The UNAM Rectory building is the administrative center of the National University. It’s visible from most parts of the campus. The building is especially beloved for the three sculptural mural works. These are by David Alfaro Siqueiros.

• Las fechas en la historia de México o el derecho a la cultura. (Dates in the history of Mexico, or the Right to Culture)
• Nuevo símbolo universitario/Nuevo emblema universitario (New Symbol or Emblem of the University). This is the smaller and higher of the two works.
• El pueblo a la universidad, la universidad al pueblo. Por una cultura nacional neohumanista de profundidad universal.
(The people to the university, the university to the people. For a national, neo-humanist culture of universal depth.)

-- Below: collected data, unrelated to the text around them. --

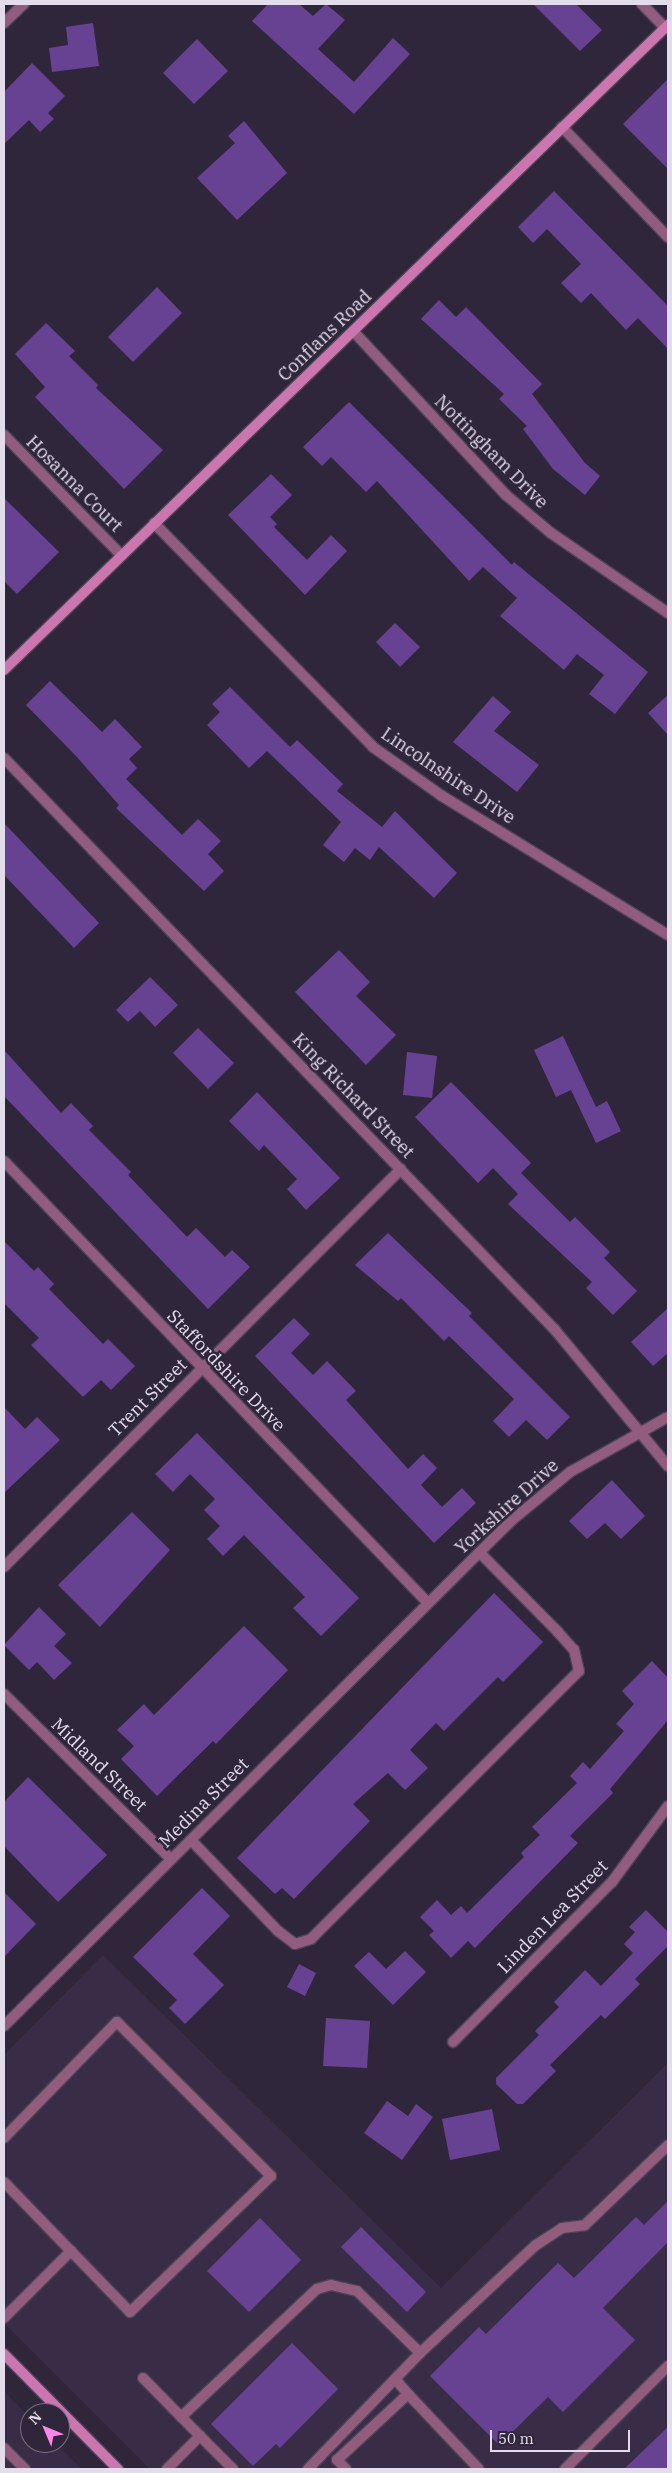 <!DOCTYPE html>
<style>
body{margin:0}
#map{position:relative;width:672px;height:2473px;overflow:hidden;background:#2f263b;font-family:"IBM Plex Serif",serif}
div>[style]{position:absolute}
.built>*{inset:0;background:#392c47}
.building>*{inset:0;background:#684292}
.roads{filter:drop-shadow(1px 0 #4c4357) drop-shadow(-1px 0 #4c4357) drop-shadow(0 1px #4c4357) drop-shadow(0 -1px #4c4357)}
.lane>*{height:10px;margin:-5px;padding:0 5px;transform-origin:5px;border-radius:5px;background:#925c7f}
.street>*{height:10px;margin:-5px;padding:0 5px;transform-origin:5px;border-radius:5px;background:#925c7f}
.secondary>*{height:10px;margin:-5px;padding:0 5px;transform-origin:5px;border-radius:5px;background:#cc76af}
span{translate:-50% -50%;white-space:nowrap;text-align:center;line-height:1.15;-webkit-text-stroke:5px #2f263b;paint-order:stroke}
.street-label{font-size:18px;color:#e3ddeb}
.frame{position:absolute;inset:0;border:5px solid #e3ddeb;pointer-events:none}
.north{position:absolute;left:20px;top:2403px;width:50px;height:50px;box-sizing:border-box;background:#2f263b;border:1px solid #776f81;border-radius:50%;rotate:315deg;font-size:14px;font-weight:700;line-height:20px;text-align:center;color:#e3ddeb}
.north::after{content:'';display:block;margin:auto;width:18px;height:22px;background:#fa87e7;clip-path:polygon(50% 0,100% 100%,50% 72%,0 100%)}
.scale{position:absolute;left:490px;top:2430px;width:140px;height:22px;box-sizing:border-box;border:2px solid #e3ddeb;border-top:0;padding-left:6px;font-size:15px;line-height:18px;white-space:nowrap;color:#e3ddeb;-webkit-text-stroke:4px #2f263b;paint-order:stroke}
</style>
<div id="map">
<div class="built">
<i style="clip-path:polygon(103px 1955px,441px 2288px,668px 2063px,668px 2469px,150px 2469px,4px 2323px,4px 2055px)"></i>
<i style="clip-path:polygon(4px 2391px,30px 2418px,30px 2443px,55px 2443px,82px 2469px,4px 2469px)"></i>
</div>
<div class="building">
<i style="clip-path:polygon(268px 4px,299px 4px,313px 16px,326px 4px,345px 20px,318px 49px,354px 82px,393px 38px,410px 54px,354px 114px,252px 21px)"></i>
<i style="clip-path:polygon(533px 4px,576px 4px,602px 30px,580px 51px)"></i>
<i style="clip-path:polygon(93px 23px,99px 66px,52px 72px,49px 48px,68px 45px,66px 27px)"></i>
<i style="clip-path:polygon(197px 39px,228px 71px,194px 104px,163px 73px)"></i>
<i style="clip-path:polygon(32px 63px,65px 96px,48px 113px,54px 119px,40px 132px,29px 120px,4px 144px,4px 92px)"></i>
<i style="clip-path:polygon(668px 79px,668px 169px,623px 124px)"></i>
<i style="clip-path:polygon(244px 121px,287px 173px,237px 220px,197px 178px,235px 143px,228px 136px)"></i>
<i style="clip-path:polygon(554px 191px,668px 306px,668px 349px,638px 318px,626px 330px,591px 293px,581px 303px,561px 283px,581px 264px,547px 229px,533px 243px,518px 227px)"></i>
<i style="clip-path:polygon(157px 287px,182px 313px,133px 362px,108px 337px)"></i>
<i style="clip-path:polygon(439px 300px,456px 317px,466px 307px,542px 384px,532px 394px,585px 463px,600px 476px,585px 495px,553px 469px,523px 429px,527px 426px,499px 399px,504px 394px,421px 319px)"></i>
<i style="clip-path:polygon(46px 323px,75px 351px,69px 356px,98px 385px,96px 388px,163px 450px,124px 489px,35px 397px,45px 387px,15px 354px)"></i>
<i style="clip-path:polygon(349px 402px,512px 565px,514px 562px,648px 672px,615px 714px,589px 694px,604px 675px,577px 654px,564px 670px,500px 616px,517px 598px,483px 567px,469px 581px,377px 481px,366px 492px,331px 457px,322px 466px,303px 447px)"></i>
<i style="clip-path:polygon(271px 474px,292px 495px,270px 517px,277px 524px,274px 527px,307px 560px,331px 535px,347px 551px,305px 595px,228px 515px)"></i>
<i style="clip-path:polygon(4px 498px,59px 552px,17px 594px,4px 581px)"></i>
<i style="clip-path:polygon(395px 623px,420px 647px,400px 667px,376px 642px)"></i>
<i style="clip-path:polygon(50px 681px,102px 732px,115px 719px,142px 747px,129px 759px,137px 768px,126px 779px,182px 835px,198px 819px,221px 841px,208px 854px,224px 871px,204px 891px,116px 808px,119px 805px,76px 756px,26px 705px)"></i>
<i style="clip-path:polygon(230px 687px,290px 747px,297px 740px,343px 784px,337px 791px,382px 827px,395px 811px,457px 873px,434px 898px,379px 847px,370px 860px,355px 848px,344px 862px,323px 845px,341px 822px,267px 751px,249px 768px,207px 725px,220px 712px,212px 704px)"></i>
<i style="clip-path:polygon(668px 695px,668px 735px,648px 713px)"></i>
<i style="clip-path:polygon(493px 696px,511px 712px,494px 731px,539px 765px,517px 792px,453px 742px)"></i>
<i style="clip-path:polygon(4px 823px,99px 923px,74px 948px,4px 875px)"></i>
<i style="clip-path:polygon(339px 950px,370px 982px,356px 996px,396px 1035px,366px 1065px,295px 992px)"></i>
<i style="clip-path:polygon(150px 977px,178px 1005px,155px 1027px,140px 1011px,128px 1022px,116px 1010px)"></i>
<i style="clip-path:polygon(198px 1028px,234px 1063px,208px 1089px,173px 1053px)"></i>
<i style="clip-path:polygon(563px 1036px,596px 1107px,607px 1101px,621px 1131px,596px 1143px,571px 1090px,556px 1097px,534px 1050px)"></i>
<i style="clip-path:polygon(4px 1050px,61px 1113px,71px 1103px,93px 1126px,89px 1130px,131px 1172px,128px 1175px,187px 1237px,196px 1228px,225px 1257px,232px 1250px,250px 1267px,208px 1309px,4px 1096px)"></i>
<i style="clip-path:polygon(407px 1052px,437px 1056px,432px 1098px,403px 1095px)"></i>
<i style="clip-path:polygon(451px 1082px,531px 1163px,521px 1173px,570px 1222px,575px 1217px,610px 1252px,604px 1258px,637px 1291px,613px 1315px,586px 1288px,592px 1282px,508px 1204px,518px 1194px,493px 1168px,478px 1183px,415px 1117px)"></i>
<i style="clip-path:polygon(257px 1092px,340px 1178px,306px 1210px,287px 1189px,297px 1179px,264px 1145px,259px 1151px,229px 1121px)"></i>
<i style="clip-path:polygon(388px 1233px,472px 1313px,469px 1316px,570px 1417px,547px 1440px,526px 1420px,509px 1437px,493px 1421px,514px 1399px,449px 1336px,444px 1341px,401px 1298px,398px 1301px,355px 1265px)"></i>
<i style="clip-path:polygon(4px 1241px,34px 1271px,38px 1267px,54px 1284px,49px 1289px,103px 1344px,108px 1339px,135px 1366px,111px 1390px,101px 1380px,83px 1397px,31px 1345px,39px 1338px,4px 1303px)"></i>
<i style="clip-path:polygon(668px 1308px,668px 1353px,653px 1366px,631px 1342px)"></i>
<i style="clip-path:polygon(294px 1318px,310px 1334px,291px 1353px,313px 1375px,327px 1361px,356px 1391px,346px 1400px,408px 1469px,423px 1454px,437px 1468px,421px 1485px,442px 1507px,462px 1488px,476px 1503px,434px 1543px,255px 1356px)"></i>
<i style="clip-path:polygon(4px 1407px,25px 1429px,37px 1417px,60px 1440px,4px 1493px)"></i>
<i style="clip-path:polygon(197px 1433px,359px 1598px,321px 1636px,293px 1608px,305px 1597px,244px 1535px,223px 1556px,207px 1539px,220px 1526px,204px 1510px,215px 1499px,190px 1474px,173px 1492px,155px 1474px)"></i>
<i style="clip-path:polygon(612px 1480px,645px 1516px,621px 1539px,605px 1523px,587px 1539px,569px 1521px)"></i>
<i style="clip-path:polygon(132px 1512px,170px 1550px,100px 1627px,58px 1585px)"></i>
<i style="clip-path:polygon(494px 1593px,543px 1642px,503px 1682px,498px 1677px,444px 1731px,436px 1723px,410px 1750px,428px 1768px,405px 1790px,388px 1773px,353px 1804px,370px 1821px,294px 1899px,282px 1888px,275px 1894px,237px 1858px)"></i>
<i style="clip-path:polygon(39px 1607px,66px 1634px,54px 1646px,72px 1663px,54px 1680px,37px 1662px,29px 1670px,4px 1645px)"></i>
<i style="clip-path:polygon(244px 1626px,288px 1670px,216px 1744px,213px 1741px,157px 1796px,121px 1759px,134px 1746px,117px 1730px,144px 1704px,154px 1715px)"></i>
<i style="clip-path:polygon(652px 1661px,668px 1678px,668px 1720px,610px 1789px,613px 1793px,570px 1836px,578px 1843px,475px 1948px,468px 1941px,451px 1958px,429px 1935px,434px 1931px,420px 1917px,437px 1900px,451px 1915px,461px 1906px,467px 1913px,524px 1857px,521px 1853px,540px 1835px,532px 1827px,577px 1783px,570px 1776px,583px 1762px,590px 1769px,624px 1731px,616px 1724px,634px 1704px,622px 1691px)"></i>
<i style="clip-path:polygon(28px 1777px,107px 1855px,58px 1902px,4px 1846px,4px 1802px)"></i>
<i style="clip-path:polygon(202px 1888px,230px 1916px,193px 1954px,224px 1985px,185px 2024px,169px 2008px,177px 2000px,133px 1957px)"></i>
<i style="clip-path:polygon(4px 1892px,36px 1924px,4px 1957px)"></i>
<i style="clip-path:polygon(646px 1910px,668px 1932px,668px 1946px,635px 1979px,640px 1984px,605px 2019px,601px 2015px,550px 2065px,556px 2071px,523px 2104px,517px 2104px,496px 2084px,496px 2078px,539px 2035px,535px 2031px,559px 2007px,554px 2002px,585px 1970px,601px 1986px,633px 1953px,624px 1944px,635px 1932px,629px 1927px)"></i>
<i style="clip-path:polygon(405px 1951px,426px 1972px,393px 2005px,354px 1966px,369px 1952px,386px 1969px)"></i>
<i style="clip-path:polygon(299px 1964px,316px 1973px,305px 1996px,287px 1987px)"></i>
<i style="clip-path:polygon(326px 2018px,370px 2021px,367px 2068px,323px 2066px)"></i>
<i style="clip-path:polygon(387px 2101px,408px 2116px,416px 2104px,433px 2117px,402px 2160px,364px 2133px)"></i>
<i style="clip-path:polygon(492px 2109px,500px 2150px,450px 2160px,442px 2119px)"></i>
<i style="clip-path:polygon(668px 2201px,668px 2242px,603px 2308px,635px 2340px,563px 2412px,548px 2397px,499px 2445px,430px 2376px,479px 2327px,486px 2334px,558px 2263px,574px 2278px,636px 2217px,644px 2225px)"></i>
<i style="clip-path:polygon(260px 2218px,301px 2260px,249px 2312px,207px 2271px)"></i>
<i style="clip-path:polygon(361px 2227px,426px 2292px,407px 2312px,341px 2247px)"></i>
<i style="clip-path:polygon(292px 2343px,338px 2389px,280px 2448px,276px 2444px,253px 2466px,211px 2424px)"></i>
<i style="clip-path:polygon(668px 2427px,668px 2469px,624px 2469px)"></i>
</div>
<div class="roads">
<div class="lane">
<i style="left:278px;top:1931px;width:21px;rotate:37deg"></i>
<i style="left:295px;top:1944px;width:17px;rotate:-17deg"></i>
<i style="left:311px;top:1939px;width:379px;rotate:-45deg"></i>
<i style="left:579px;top:1671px;width:22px;rotate:-103deg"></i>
<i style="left:574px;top:1650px;width:24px;rotate:-132deg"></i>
<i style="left:558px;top:1632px;width:112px;rotate:-134.6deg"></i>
<i style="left:4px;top:2138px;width:162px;rotate:-45.8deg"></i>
<i style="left:117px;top:2022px;width:218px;rotate:45deg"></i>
<i style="left:271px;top:2176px;width:196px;rotate:136deg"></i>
<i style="left:130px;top:2312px;width:181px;rotate:-134.1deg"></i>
<i style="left:4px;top:2318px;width:95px;rotate:-45deg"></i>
<i style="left:143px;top:2378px;width:81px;rotate:45.5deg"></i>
<i style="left:395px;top:2379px;width:20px;rotate:49deg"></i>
<i style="left:181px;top:2417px;width:187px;rotate:-43.3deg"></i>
<i style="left:317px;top:2289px;width:15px;rotate:-16deg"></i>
<i style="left:331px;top:2285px;width:27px;rotate:13deg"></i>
<i style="left:357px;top:2291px;width:88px;rotate:44.5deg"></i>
<i style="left:420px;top:2353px;width:158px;rotate:-43deg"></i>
<i style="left:536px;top:2245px;width:31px;rotate:-33deg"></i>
<i style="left:562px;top:2228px;width:23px;rotate:-7deg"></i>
<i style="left:585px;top:2225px;width:115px;rotate:-43.9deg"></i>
<i style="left:4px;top:2448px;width:30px;rotate:45deg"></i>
<i style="left:167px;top:2469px;width:47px;rotate:-45deg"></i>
<i style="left:200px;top:2436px;width:47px;rotate:45deg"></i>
<i style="left:308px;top:2469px;width:161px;rotate:-46deg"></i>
<i style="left:346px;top:2469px;width:13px;rotate:-135deg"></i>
<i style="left:337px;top:2460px;width:97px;rotate:-42.9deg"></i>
<i style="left:408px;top:2394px;width:103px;rotate:46.6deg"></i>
<i style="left:565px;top:2469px;width:146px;rotate:-45deg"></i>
</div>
<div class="street">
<i style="left:642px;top:4px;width:33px;rotate:46deg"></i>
<i style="left:4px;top:23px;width:28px;rotate:-44deg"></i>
<i style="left:562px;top:127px;width:153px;rotate:46.1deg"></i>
<i style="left:354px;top:332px;width:223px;rotate:47deg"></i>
<i style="left:506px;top:495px;width:59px;rotate:40.2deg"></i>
<i style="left:551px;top:533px;width:142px;rotate:34.4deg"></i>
<i style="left:4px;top:435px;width:168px;rotate:45.7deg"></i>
<i style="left:154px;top:523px;width:313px;rotate:45.6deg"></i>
<i style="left:373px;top:747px;width:85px;rotate:35.4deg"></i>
<i style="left:442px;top:796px;width:265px;rotate:31.6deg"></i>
<i style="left:4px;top:758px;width:794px;rotate:46.07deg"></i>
<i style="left:555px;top:1330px;width:177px;rotate:50.3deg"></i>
<i style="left:4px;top:1161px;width:611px;rotate:46.19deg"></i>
<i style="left:4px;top:1567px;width:562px;rotate:-45.07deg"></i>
<i style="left:4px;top:1694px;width:235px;rotate:44.7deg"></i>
<i style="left:191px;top:1840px;width:126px;rotate:46.3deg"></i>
<i style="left:4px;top:2026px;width:716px;rotate:-44.89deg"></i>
<i style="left:511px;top:1521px;width:77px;rotate:-39.7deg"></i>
<i style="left:570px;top:1472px;width:112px;rotate:-29.3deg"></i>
<i style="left:453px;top:2042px;width:226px;rotate:-45.2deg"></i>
<i style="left:612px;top:1882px;width:94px;rotate:-53.6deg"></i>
</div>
<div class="secondary">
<i style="left:4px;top:670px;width:926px;rotate:-44.17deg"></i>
<i style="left:4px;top:2354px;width:162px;rotate:45.3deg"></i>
</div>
</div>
<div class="street-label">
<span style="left:325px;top:336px;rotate:-44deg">Conflans Road</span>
<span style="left:491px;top:452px;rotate:45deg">Nottingham Drive</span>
<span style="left:74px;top:484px;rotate:45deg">Hosanna Court</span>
<span style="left:448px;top:776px;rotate:34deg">Lincolnshire Drive</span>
<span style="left:353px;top:1096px;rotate:46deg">King Richard Street</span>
<span style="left:226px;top:1371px;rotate:46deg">Staffordshire Drive</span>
<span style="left:148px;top:1398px;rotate:-45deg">Trent Street</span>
<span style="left:507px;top:1507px;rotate:-42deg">Yorkshire Drive</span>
<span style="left:99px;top:1765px;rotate:44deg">Midland Street</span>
<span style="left:204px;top:1803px;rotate:-45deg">Medina Street</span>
<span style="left:553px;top:1917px;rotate:-46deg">Linden Lea Street</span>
</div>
<div class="frame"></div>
<div class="north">N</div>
<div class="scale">50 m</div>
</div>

The building needs to be seen, too, as a Modernist architectural triumph. A quadrangular prism of glass facades, the UNAM Rectory is built merely of reinforced concrete columns and slabs. Stairways, elevators, and service areas are closed with blind cubes that provided Siqueiros with his canvas. The building reflects much of the influence of Le Corbusier. But the almost complete reliance on concrete reminds us that structural steel components could simply not be acquired fast enough for the project to proceed.

The building is the work of Mario Pani, Enrique del Moral, and Salvador Ortega Flores. Distinctly Mexican in probably every aspect, it’s among the most important architectural works on the campus.